More than 37 million pieces of plastic debris have accumulated on a remote island in the South Pacific, thousands of miles from the nearest city, according to estimates from researchers who documented the accumulating trash.
Turtles get tangled in fishing line, and hermit crabs make their homes in plastic containers. The high-tide line is demarcated by litter. Small scraps of plastic are buried inches deep into the sandy beaches.
It’s the highest density of debris reported anywhere in the world, scientists say. Their research on trash accumulated at Henderson Island, largest of the the Pitcairn Islands, was published Monday in the Proceedings of the National Academy of Sciences.
The island is uninhabited and visited by scientists only once or twice a decade, according to the University of Tasmania. But ocean currents bring a steady stream of plastic trash from around the world, from litter swept into storm drains to debris dropped off fishing boats.
“What’s happened on Henderson Island shows there’s no escaping plastic pollution even in the most distant parts of our oceans,” lead author Jennifer Lavers said in a statement released by the university. “Far from being the pristine ‘deserted island’ that people might imagine of such a remote place, Henderson Island is a shocking but typical example of how plastic debris is affecting the environment on a global scale.”

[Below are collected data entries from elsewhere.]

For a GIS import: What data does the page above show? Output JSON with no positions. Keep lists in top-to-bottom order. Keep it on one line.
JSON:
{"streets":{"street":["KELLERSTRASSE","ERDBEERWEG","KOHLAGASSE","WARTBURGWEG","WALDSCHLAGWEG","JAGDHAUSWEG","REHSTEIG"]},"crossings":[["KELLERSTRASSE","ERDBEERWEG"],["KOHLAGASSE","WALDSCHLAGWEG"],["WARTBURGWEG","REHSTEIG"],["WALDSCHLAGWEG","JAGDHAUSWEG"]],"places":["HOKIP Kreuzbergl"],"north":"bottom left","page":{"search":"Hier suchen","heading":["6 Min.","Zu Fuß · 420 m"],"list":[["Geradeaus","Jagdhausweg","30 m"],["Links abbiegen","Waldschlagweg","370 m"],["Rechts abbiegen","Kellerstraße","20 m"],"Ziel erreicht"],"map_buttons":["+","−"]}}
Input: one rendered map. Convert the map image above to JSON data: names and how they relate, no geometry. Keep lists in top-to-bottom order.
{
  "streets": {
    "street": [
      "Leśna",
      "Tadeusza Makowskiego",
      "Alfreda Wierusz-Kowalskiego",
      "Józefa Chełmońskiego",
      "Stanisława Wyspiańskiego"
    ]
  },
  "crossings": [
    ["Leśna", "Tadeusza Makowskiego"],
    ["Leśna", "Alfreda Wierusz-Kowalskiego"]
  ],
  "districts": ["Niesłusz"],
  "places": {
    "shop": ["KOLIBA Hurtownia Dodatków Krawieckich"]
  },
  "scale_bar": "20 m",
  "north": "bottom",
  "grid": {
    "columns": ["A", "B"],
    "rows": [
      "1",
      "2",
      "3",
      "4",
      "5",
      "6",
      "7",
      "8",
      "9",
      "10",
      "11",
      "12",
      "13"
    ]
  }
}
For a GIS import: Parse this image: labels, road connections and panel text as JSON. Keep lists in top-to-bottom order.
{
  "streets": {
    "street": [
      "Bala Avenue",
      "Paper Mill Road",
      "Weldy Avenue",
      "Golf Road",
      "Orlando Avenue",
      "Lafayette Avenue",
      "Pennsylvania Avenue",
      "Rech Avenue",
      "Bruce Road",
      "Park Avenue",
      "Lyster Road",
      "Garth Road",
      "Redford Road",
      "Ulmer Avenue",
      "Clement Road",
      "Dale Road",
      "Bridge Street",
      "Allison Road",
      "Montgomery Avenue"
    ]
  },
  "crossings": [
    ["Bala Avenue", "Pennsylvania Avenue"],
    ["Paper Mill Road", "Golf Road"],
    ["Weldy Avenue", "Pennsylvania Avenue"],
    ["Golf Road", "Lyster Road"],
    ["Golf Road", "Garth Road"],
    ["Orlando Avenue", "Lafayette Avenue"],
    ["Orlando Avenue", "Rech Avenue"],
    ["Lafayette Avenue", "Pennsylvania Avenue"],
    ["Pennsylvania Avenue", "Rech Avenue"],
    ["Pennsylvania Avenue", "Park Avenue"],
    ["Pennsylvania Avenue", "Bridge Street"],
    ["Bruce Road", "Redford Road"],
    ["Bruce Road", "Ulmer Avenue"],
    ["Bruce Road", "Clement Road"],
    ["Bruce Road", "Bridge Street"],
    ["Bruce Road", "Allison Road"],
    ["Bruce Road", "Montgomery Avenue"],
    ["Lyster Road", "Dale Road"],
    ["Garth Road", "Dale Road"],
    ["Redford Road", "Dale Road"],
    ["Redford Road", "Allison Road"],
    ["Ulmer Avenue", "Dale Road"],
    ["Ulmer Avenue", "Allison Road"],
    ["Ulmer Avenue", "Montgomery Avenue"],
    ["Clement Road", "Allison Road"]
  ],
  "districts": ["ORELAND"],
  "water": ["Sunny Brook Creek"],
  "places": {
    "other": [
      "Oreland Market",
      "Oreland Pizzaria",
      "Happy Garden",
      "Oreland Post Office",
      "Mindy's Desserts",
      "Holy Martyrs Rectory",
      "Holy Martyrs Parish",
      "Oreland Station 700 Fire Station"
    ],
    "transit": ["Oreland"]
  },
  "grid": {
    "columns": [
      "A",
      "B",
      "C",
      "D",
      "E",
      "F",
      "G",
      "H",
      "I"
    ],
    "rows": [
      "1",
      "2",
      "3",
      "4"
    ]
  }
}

There are no major factories or towns within 3,100 miles of the island, the scientists say. So all that trash — more than 17 tons of it, with thousands of new individual pieces arriving each day — travels long distances through the ocean before arriving on the white-sand beaches.
The researchers call the pace of accumulation “exceptional.” And it has consequences: The trash interferes with sea turtle nests and poses a threat to seabirds that can get caught in the debris.
But the scale of the problem extends far beyond this isolated island, which is a UNESCO World Heritage site. In their paper, the researchers note that the masses of trash on Henderson Island “account for only 1.98 seconds’ worth of the annual global production of plastic.”
It’s hard to keep track of where exactly all that plastic goes; much of it is “lost,” vanishing into the ocean for parts unknown.
Based on their research, Lavers and co-author Alexander Bond suggest that some of the trash winds up in remote, uninhabited, otherwise pristine islands — “which have become reservoirs for the world’s waste,” they write.